Running a freelance business is a dream for many working professionals, but the mechanics of starting one can be mysterious and intimidating, even to most seasoned work veterans. What keeps most from starting a freelance business, however, isn’t a lack of expertise, an underdeveloped client base, or even a bad idea.
The thing that keeps most people from starting a freelance business is not having an idea at all.
If you were to examine the situation psychologically, it makes a lot of sense. Even those who have enjoyed a great deal of success in their careers have done so under the direction of a superior, or at least under the direction of a social-psychological construct, such as “if I do X, Y, and Z, I will be promoted.”
Kenneth Burke called these constructs “scripts.” Scripts make our lives manageable and comprehendible because they organize our thoughts within a framework. In a corporate environment, the framework is built in and manifested by the structure of the organization, with the chain of command representing the structure.
When an employee is uncertain of the correct thing to do, she can approach her supervisor and seek advice. Similarly, when an employee is outperforming her peers, it is her supervisors that notice and recommend her promotion to higher executives. Everything that happens within a structure.

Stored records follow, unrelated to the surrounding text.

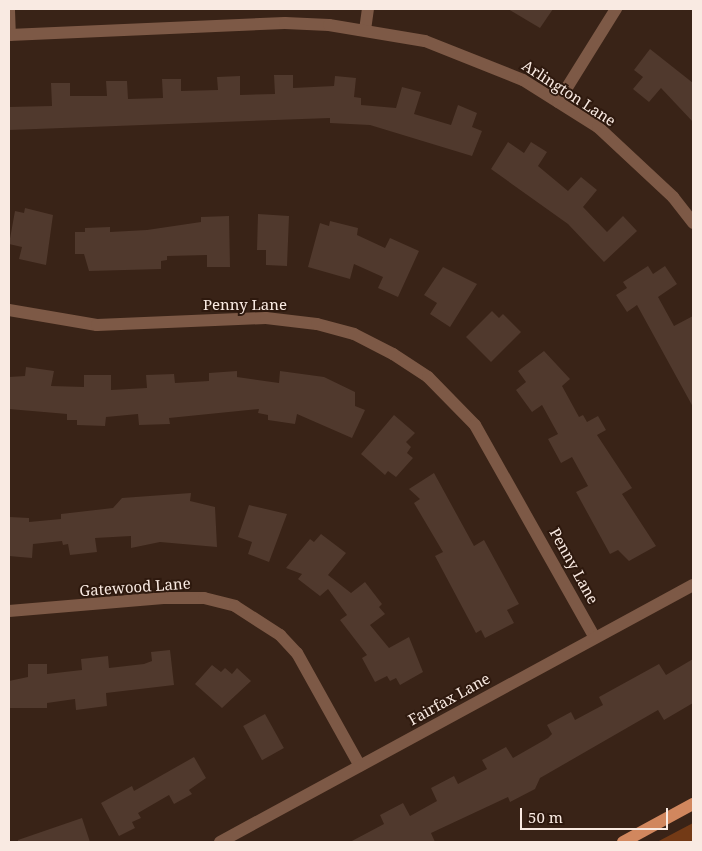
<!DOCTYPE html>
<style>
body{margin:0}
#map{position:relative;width:702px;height:851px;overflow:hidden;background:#392317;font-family:"Noto Serif",serif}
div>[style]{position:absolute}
.green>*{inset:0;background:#733a16}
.building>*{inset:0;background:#50392d;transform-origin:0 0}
.minor>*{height:12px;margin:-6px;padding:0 6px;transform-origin:6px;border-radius:6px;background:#7d5946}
.major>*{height:12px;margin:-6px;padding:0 6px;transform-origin:6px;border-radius:6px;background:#d1875e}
span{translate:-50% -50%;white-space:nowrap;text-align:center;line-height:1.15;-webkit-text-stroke:4px #2e190e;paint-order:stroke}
.street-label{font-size:15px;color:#f9eae2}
.frame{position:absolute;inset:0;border:10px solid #f9eae2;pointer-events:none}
.scale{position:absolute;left:520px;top:808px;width:148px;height:22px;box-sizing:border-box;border:2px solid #f9eae2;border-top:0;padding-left:6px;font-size:15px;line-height:18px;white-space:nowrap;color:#f9eae2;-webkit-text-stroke:4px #2e190e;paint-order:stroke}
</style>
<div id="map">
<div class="green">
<div style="clip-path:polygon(693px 823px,693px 842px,657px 842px)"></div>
</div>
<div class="building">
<div style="clip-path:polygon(508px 9px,553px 9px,540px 28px)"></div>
<div style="clip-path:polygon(650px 49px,693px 83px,693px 122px,661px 88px,649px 102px,633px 89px,643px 77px,634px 70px)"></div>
<div style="clip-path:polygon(274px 75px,293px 75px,293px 88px,334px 86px,335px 76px,356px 78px,354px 97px,361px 98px,361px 105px,396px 108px,402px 87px,421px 92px,414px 114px,451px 125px,458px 105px,477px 113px,472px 127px,482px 131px,472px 156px,370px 125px,330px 123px,330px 118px,9px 130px,9px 107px,52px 106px,51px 83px,70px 83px,70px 96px,107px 96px,106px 81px,127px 81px,128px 99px,163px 98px,162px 79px,181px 79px,181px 91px,218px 90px,217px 77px,240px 76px,240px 95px,275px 94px)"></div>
<div style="clip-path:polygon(508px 142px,524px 153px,531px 142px,547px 152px,538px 166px,568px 191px,581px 177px,597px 190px,583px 207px,607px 232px,623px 216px,637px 231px,604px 262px,568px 224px,491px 169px)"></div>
<div style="clip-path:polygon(25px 208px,53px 215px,46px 265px,19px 259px,22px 247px,9px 244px,15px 211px,24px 213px)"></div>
<div style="clip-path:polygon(258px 214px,289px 216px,287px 266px,266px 265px,266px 250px,257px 250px)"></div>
<div style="clip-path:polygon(229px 216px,230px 267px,207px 267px,207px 255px,167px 256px,167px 260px,161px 261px,161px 269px,89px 271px,84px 254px,75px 254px,75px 232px,85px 232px,85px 228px,110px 227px,110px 232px,147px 230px,201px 222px,201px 217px)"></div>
<div style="clip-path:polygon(330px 221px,358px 228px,357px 235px,385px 248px,390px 238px,419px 251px,398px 297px,378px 288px,383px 277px,354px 264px,350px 279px,308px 267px,320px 223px,329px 226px)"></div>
<div style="clip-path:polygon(648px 266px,653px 274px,665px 266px,677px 284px,658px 297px,674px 326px,693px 316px,693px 407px,637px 305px,627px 312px,616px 295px,627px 288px,623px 282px)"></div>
<div style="clip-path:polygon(443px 267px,477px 284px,450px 327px,430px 314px,437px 303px,424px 295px)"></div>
<div style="clip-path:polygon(492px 311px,499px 318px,503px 314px,521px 332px,491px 362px,466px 337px)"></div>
<div style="clip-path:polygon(544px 351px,570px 379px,562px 386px,579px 417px,583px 415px,587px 422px,598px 416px,606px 430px,597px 435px,632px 488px,622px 494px,656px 546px,629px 561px,618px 550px,610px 554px,576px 492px,588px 486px,572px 457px,561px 463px,548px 439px,558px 434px,542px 405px,532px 412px,516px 390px,526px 382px,518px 371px)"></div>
<div style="clip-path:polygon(26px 367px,54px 371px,51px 386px,84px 387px,84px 375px,111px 375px,111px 390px,147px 388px,146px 375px,174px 374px,175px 383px,209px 381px,209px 373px,237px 371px,237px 377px,279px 383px,280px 371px,324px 377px,355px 392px,355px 406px,365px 410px,352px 438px,297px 414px,295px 424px,268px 420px,268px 415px,258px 413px,259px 409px,169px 418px,170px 424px,139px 425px,138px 414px,106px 417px,105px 426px,77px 425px,77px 420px,67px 420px,67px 414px,9px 409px,9px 377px,25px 376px)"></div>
<div style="clip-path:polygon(394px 415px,415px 433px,406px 442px,411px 447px,407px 453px,413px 458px,396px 477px,388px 471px,385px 475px,361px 454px)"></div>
<div style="clip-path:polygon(434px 473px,474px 546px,484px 540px,519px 604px,507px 610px,514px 623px,485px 638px,481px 630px,476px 633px,435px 556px,443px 552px,414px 503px,420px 499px,409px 489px)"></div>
<div style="clip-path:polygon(191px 493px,190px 501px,215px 507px,217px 547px,160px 542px,131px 548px,131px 536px,95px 538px,97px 552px,70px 555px,68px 544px,63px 545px,62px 541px,33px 544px,32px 558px,9px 556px,9px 517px,29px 518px,29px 522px,61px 519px,61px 514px,113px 508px,122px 498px)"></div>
<div style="clip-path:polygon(249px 505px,287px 514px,269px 562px,248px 554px,252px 542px,238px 537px)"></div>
<div style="clip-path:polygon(321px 534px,346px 553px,328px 575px,351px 593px,365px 582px,382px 604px,379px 607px,385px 614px,370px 625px,389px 648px,409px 637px,423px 672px,400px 685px,396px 678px,390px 681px,387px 676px,375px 682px,362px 658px,367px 655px,340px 620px,347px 615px,328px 589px,320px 596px,298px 579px,302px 574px,286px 568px,310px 539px,314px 542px)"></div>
<div style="clip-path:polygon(170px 650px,174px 685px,106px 693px,107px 706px,76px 710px,75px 699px,47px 703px,47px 708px,9px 708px,9px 681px,28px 677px,28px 664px,47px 664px,47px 674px,82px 670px,81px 659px,108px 656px,109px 668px,144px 664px,152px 661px,151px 652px)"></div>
<div style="clip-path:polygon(693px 659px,693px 703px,664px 720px,658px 710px,540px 778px,535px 789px,510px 802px,508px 797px,431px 833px,435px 842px,350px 842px,384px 824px,380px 815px,403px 803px,410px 816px,437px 801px,431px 788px,454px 776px,458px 784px,487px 769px,482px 760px,506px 747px,513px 758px,548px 738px,552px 734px,547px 725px,571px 712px,575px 720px,603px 705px,599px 697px,659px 664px,666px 675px)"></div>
<div style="clip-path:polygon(212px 665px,221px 672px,225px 668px,232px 674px,237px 668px,251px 681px,222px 708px,195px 684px)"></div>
<div style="left:265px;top:714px;width:39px;height:25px;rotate:61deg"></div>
<div style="clip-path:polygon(194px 757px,206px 778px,189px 790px,192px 794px,174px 804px,169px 795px,138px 813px,141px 818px,132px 822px,135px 828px,119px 836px,101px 803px,132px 786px,134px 791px)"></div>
<div style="clip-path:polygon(82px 818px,90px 842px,18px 842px,18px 840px)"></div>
</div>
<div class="minor">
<div style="left:9px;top:10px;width:25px;rotate:88deg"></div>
<div style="left:365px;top:30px;width:21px;rotate:-82deg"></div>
<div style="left:9px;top:35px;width:276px;rotate:-2.5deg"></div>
<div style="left:285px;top:23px;width:44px;rotate:2.6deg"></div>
<div style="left:329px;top:25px;width:97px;rotate:9.5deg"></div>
<div style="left:425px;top:41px;width:105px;rotate:21.7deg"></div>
<div style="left:523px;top:80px;width:89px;rotate:32.1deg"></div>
<div style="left:598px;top:127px;width:103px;rotate:43deg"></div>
<div style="left:673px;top:197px;width:33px;rotate:52deg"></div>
<div style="left:558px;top:102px;width:110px;rotate:-58.1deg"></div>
<div style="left:9px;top:310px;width:89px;rotate:9.7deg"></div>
<div style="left:97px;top:325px;width:169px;rotate:-2.4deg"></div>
<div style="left:266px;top:318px;width:51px;rotate:6.7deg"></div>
<div style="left:317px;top:324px;width:38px;rotate:15deg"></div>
<div style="left:354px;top:334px;width:44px;rotate:27.1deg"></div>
<div style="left:393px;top:354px;width:42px;rotate:33.3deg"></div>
<div style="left:428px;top:377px;width:67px;rotate:45.6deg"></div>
<div style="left:475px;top:425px;width:244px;rotate:60.6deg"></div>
<div style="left:9px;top:611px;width:155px;rotate:-4.8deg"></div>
<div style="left:163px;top:598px;width:41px"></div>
<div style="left:204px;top:598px;width:32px;rotate:14deg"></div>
<div style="left:235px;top:606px;width:54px;rotate:32.8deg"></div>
<div style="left:280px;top:635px;width:25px;rotate:47deg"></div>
<div style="left:297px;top:653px;width:129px;rotate:60.9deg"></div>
<div style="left:220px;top:842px;width:538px;rotate:-28.52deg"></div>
</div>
<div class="major">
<div style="left:623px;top:842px;width:80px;rotate:-28.5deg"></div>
</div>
<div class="street-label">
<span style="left:569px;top:93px;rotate:33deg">Arlington Lane</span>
<span style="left:245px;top:305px">Penny Lane</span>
<span style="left:574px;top:566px;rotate:61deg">Penny Lane</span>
<span style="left:135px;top:587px;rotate:-4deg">Gatewood Lane</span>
<span style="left:449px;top:699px;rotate:-29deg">Fairfax Lane</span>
</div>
<div class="frame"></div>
<div class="scale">50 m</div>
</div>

What does structure have to do with being unable to generate an idea for a freelance business? Everything.
Once a person steps outside of a recognizable script or structure, she has to create the rules for herself. It’s difficult to think of even one idea in an undefined space, because you don’t have any familiar anchors to base an idea on. And this can be extremely discouraging.
The thought process many of us go through when flirting with the idea of starting a freelance business often runs something like this: “What will I do? Well, I take pretty good photographs. But who would pay for photos? How would I even get started? What would I charge?”
The inundating flood of questions drowns any possibility of an idea forming — and at this point, you can probably take a guess at where all the questions come from. Lack of structure.
When you don’t have structure you are more likely to be trapped in a state of paralysis brought on by too many doubts and not enough action.
Ramit Sethi of I Will Teach You to be Rich has said that execution is all that matters in freelance business. Even a mediocre idea can be wildly successful with great execution, and that’s the key. Asking questions is important, but answering those questions is much more important.
Most people allow the fear of the unknown to stop them from chasing their freelance dreams. It becomes an excuse. Don’t let this be you.
Step 1: List your skills.
Give yourself between 3-5 minutes and simply write down everything you are good at. Photography, design, cleaning fish tanks, finance, math, whatever. Set a time and write it all down. It’s important to write it down and not just think about it, because once it’s written it becomes substantial. And don’t worry if some of your skills seem odd or if you aren’t the single best at whatever skills you write down. You don’t have to be the best, you just have to take action.
Step 2: Examine your strengths.
Set that timer for another 3-5 minutes and now write think about and write out your strengths. Strengths are different from skills in that strengths can be attributes and characteristics, and are generally less specific than skills. For this step, it helps to consult with a family member, friend, or co-worker, as they can readily confirm your strengths and even suggest ones you weren’t aware of.
Step 3: Think about your interests.
This step can be the most difficult for some, mostly because some people haven’t thought deeply about their interests in a long time. Still, set your timer for another 5 minutes and list out everything that interests you. If you’re having trouble, think about the things that you do on your free time, or imagine that your work lets you go home after lunch. What would you do with that time? Write it down.
Step 4: Connect the dots.
After you’ve written out your list of interests, skills, and strengths, review them and look for overlaps or groups that work well together. For example, if you wrote down that you excel at taking care of dogs, love exercise, and are very reliable, you might think about starting a dog-walking business for dogs that are overweight or sick. Give yourself no more than 20 minutes to do this. The time limits are important because the longer it takes to spring into action, the more doubt will seep in and cripple you.
Step 5: Identify your market.
Spend some time searching online for possible clients. A good place to start is Craigslist: if you find other services being offered there that are similar to yours, that is a good thing, because it means there is already a market established. When you are just starting out, it’s essential that you constrict your business to a limited number of clients as a test case. If you spread yourself thin early on only to find that there isn’t that big of market for what you’re offering, you’ll have spent a lot of time and energy on a flop. So start small, determine profitability, and then adapt. And remember, you always have your three lists you can turn back to when you need a new idea.